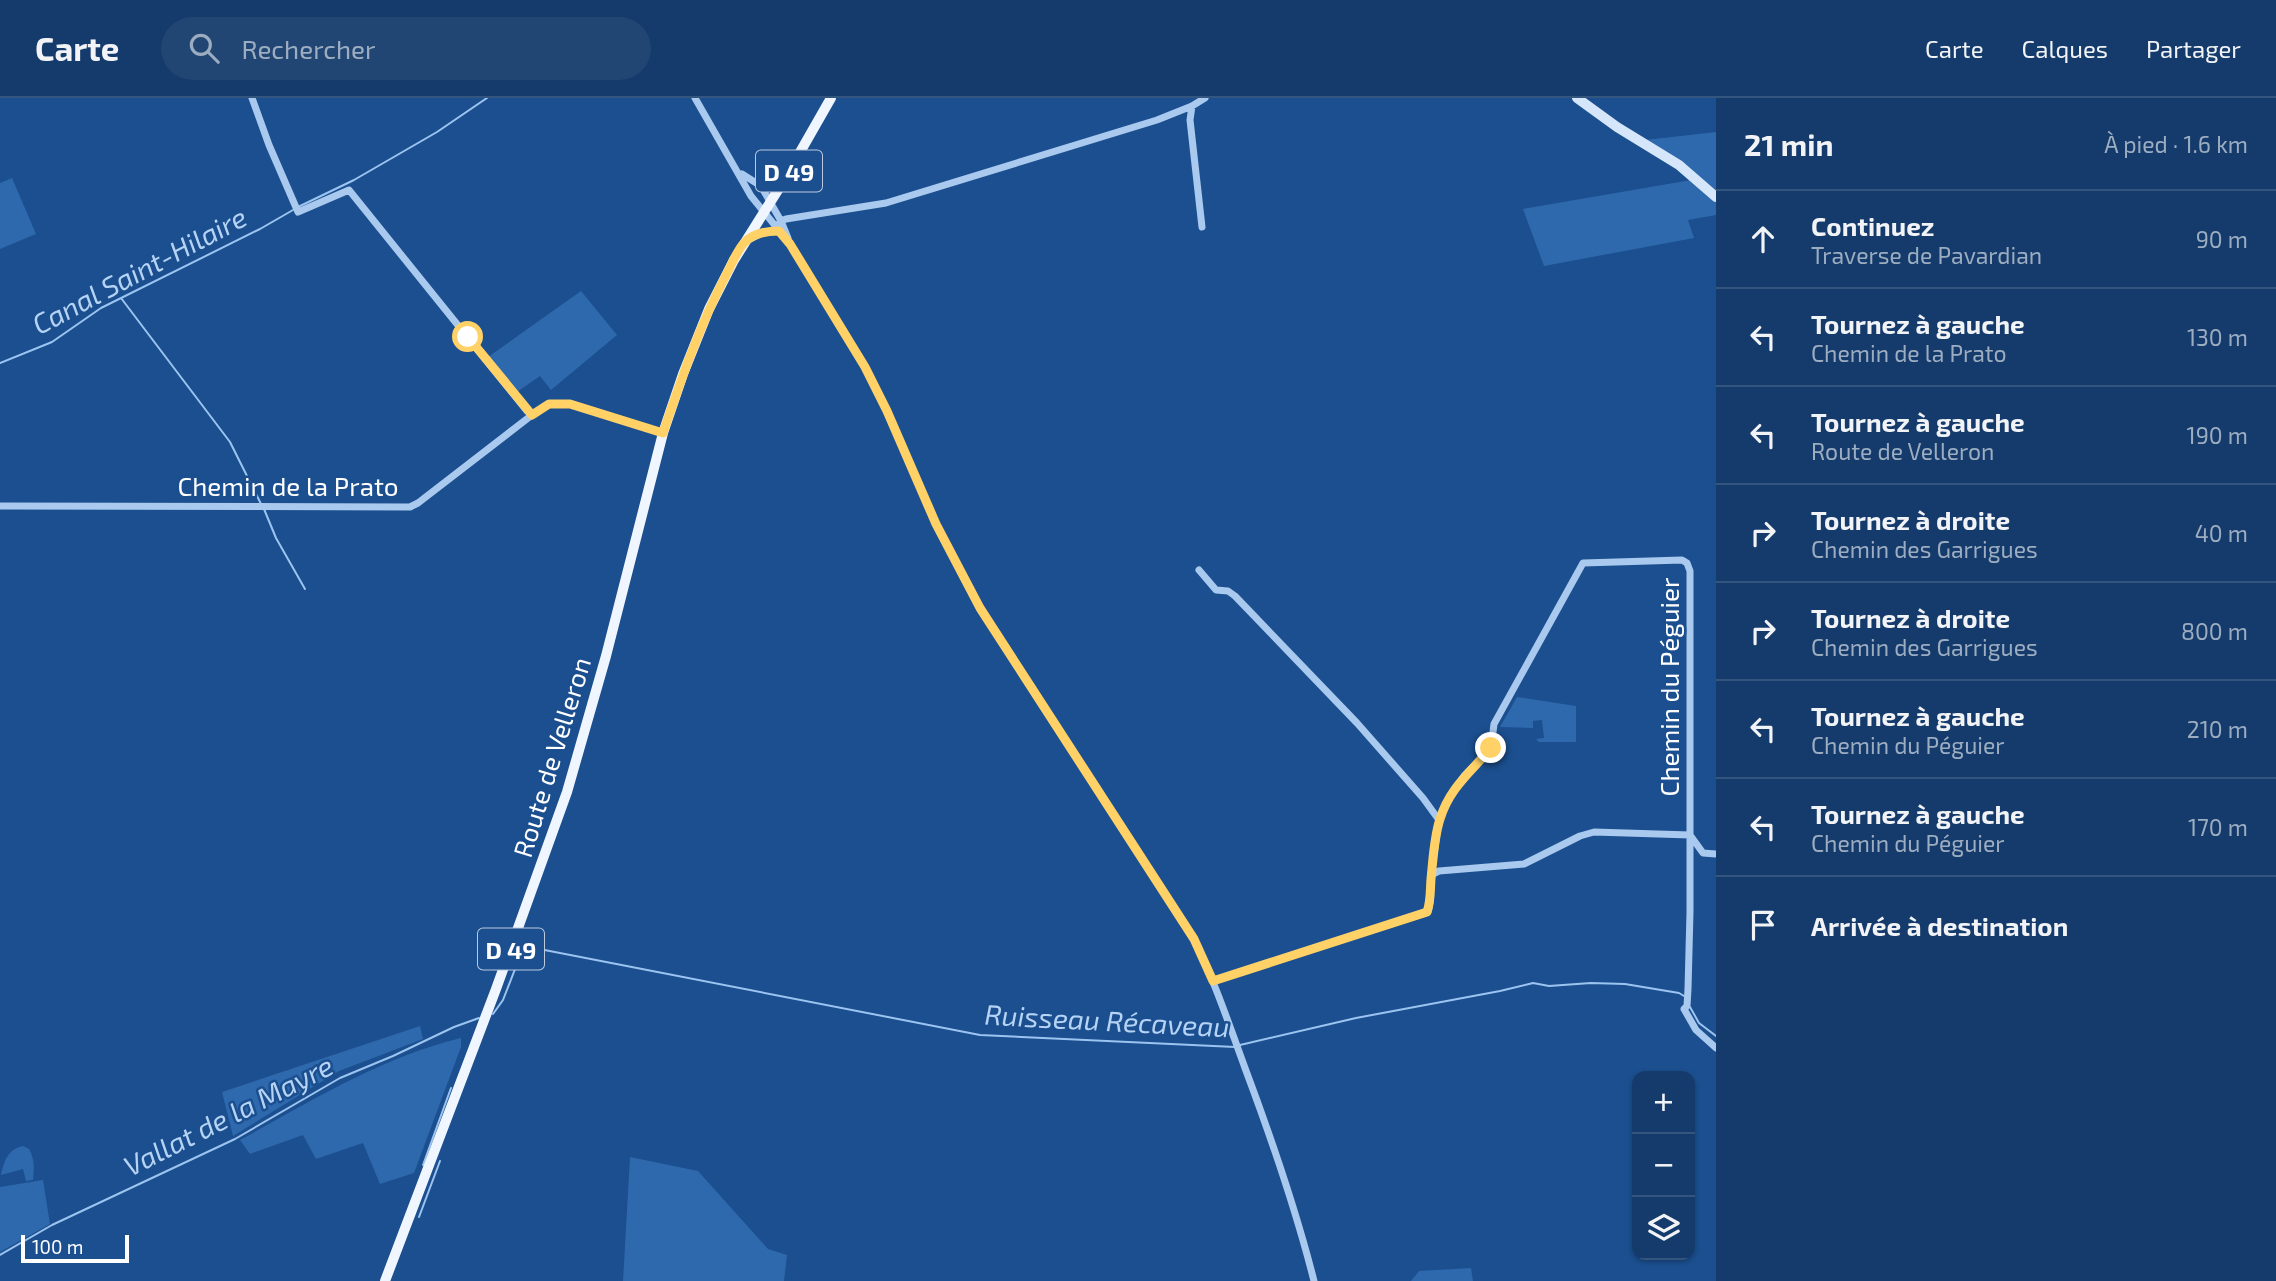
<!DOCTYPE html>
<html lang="fr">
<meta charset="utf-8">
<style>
:root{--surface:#143b6b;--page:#214673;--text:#f1f3f6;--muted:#9dadc1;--line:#33557e}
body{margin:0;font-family:"Exo 2",sans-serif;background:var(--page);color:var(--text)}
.controls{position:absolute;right:21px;bottom:21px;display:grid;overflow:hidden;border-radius:14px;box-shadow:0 2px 5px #0004}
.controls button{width:63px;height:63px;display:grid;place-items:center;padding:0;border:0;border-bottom:2px solid var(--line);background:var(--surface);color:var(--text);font:35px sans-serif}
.scale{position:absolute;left:21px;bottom:18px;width:108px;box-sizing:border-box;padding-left:7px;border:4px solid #fff;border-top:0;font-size:19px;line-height:24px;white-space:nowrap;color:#fff;-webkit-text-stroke:5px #1b4f8f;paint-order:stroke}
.stop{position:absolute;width:21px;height:21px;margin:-16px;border:5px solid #ffd166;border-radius:50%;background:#fff}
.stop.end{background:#ffd166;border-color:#fff;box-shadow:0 2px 7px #0008}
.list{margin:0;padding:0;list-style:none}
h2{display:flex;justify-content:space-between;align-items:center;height:91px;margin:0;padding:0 28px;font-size:30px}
h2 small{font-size:23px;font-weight:400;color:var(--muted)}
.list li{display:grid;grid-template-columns:46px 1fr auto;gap:21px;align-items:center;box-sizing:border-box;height:98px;padding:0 28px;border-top:2px solid var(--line)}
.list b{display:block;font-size:26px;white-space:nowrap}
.list p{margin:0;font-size:23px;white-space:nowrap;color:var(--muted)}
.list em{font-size:23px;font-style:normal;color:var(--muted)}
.icon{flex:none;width:38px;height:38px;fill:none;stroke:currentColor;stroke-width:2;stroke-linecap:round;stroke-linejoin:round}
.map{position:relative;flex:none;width:1716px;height:1183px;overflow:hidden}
header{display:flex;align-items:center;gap:42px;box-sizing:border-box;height:98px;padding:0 35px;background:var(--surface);border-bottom:2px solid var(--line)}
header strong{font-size:33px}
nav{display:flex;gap:38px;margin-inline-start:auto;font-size:24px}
.search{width:490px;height:63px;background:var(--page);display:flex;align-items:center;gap:18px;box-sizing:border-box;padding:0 24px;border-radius:38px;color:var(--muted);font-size:26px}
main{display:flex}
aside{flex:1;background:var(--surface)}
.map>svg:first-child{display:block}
.green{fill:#2e69ad}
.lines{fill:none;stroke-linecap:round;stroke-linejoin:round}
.stream{stroke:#9cc4f0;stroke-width:2}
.street{stroke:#a9c9ee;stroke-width:7}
.secondary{stroke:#d6e6fa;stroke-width:10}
.primary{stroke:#f0f6ff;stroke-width:10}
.route{stroke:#ffd166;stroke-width:9}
.labels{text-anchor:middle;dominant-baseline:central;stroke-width:5;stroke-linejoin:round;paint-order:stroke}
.shield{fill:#1b4f8f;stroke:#bbcadd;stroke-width:2}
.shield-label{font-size:24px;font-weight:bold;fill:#fff}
.street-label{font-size:26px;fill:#fff;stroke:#1b4f8f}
.water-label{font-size:28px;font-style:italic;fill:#b5d3f5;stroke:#1b4f8f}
</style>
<header>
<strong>Carte</strong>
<div class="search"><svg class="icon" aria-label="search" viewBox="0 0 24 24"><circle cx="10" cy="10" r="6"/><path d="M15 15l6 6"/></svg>Rechercher</div>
<nav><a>Carte</a><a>Calques</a><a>Partager</a></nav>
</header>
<main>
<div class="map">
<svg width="1716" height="1183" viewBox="0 0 1716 1183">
<rect width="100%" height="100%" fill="#1b4f8f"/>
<!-- green -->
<path class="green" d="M 1716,34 L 1716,92 L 1645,42 Z
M 12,80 L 36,136 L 0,151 L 0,85 Z
M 1691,82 L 1716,104 L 1716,117 L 1688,122 L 1694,140 L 1544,168 L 1523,111 Z
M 581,193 L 617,237 L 551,292 L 540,278 L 517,294 L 488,259 Z
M 1517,599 L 1576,608 L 1576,644 L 1539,644 L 1536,641 L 1544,640 L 1542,622 L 1533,623 L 1533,630 L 1500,629 Z
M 420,928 L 423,941 L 339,973 L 233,1038 L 222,994 Z
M 461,940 L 461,949 L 414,1075 L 380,1086 L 363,1045 L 316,1061 L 303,1037 L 250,1056 L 240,1042 C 311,1003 382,959 461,940 Z
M 23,1048 L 29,1051 C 35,1061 34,1071 33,1082 L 26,1083 L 23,1071 L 1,1077 C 4,1063 8,1051 23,1048 Z
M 630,1059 L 698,1073 L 768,1151 L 787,1157 L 784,1183 L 623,1183 Z
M 43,1082 L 50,1126 L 0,1154 L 0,1089 Z
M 1471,1170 L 1473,1183 L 1411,1183 L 1419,1173 Z"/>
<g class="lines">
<!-- stream -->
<path class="stream" d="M 298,109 L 354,82 L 437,34 L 487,0
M 121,200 L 230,344 L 261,406
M 0,265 L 52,244 L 101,210 L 260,131 L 293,112
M 264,411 L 276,440 L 305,491
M 1690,909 L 1699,925 L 1716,938
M 493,916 L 503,902 L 524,848 L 980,937 L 1235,949
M 1240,947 L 1356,920 L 1500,893 L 1533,885 L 1549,888 L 1591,885 L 1625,886 L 1679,895 L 1684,898
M 423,1067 L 451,990
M 419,1119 L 440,1063
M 0,1157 L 52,1127 L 235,1041 L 340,980 L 393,958 L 454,929 L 479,920"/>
<!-- street -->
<path class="street" d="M 252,0 L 269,47 L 298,114 L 349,92 L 527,313 L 532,317
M 695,0 L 751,98 L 790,146 L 865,269 L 887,313 L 936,426 L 980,510 L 1194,841 C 1214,882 1229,926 1245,970 C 1272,1042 1295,1108 1314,1183
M 1192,8 L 1190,22 L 1202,129
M 742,76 L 761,88 L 782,84
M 761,88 L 781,123 L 788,140
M 776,130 L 781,123 L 786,121 L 886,105 L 1157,22 L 1192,8 L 1205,0
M 750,141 L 764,134 L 779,133
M 0,408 L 410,409 L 418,405 L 532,317 L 549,306 L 570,306 L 663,335
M 1199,472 L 1216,492 L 1228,493 L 1235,498 L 1357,625 L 1423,700 L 1439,722
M 1431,777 L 1439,773 L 1524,766 L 1580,738 L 1594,734 L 1690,737 L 1703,755 L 1716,756
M 1213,883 L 1428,814 L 1430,805 L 1431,777 L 1439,722 L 1448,702 L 1464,678 L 1491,650 L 1494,626 L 1583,465 L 1682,462 L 1687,465 L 1690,473 L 1690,814 L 1688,891 L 1687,908 L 1684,911 L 1696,932 L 1716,950"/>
<!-- secondary -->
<path class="secondary" d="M 1577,0 L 1617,29 L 1679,67 L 1716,99"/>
<!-- primary -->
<path class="primary" d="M 385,1183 L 496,891 L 567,694 L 606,558 L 663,335 L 683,276 L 709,211 L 734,162 L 783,84 L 831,0"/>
</g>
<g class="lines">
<!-- route -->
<path class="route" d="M 468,239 L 532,317 L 549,306 L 570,306 L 663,335 C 681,282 699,229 725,179 C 731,168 736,154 744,145 C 753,135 766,133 779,133 L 790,146 L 865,269 L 887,313 L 936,426 L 980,510 L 1194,841 L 1213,883 L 1427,814 C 1431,803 1430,793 1431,781 C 1433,762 1434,739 1440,721 C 1450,689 1471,674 1491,650"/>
</g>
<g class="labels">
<!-- shield labels -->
<g class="shield">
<rect x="756" y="52.5" width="66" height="41" rx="5"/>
<rect x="478" y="830.5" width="66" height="41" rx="5"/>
</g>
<g class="shield-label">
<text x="789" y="73">D 49</text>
<text x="511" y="851">D 49</text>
</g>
<!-- street labels -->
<g class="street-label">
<text x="288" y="387">Chemin de la Prato</text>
<text transform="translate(1668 589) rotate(-90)">Chemin du Péguier</text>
<text transform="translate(551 659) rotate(-73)">Route de Velleron</text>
</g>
<!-- water labels -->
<g class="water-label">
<text transform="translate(139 172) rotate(-28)">Canal Saint-Hilaire</text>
<text transform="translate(1107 922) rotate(3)">Ruisseau Récaveau</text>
<text transform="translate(228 1017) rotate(-27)">Vallat de la Mayre</text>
</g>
</g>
</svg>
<div class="controls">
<button>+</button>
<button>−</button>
<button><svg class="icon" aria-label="layers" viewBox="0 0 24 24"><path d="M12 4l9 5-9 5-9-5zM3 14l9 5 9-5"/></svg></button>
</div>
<div class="scale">100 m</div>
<div class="stop" style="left:468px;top:239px"></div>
<div class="stop end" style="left:1491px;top:650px"></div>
</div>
<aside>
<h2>21 min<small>À pied · 1.6 km</small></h2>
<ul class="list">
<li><svg class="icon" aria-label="ahead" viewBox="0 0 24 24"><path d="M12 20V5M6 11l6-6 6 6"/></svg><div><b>Continuez</b><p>Traverse de Pavardian</p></div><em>90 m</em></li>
<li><svg class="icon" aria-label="left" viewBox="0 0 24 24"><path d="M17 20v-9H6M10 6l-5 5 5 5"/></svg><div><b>Tournez à gauche</b><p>Chemin de la Prato</p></div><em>130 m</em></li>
<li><svg class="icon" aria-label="left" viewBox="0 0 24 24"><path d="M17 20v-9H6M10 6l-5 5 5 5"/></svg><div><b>Tournez à gauche</b><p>Route de Velleron</p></div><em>190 m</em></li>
<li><svg class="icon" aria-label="right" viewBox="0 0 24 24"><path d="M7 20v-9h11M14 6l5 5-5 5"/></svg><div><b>Tournez à droite</b><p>Chemin des Garrigues</p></div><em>40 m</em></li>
<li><svg class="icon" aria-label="right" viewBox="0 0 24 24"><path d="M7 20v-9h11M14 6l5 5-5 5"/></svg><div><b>Tournez à droite</b><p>Chemin des Garrigues</p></div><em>800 m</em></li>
<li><svg class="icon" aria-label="left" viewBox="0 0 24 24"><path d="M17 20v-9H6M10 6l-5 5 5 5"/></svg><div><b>Tournez à gauche</b><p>Chemin du Péguier</p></div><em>210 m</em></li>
<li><svg class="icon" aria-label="left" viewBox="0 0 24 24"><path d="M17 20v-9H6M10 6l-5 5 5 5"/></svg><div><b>Tournez à gauche</b><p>Chemin du Péguier</p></div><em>170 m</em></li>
<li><svg class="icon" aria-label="arrive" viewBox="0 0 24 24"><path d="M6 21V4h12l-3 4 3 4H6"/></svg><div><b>Arrivée à destination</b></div></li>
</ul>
</aside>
</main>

═══

Would you copy all lines in the records where the string "sans" appears?

body{margin:0;font-family:"Exo 2",sans-serif;background:var(--page);color:var(--text)}
.controls button{width:63px;height:63px;display:grid;place-items:center;padding:0;border:0;border-bottom:2px solid var(--line);background:var(--surface);color:var(--text);font:35px sans-serif}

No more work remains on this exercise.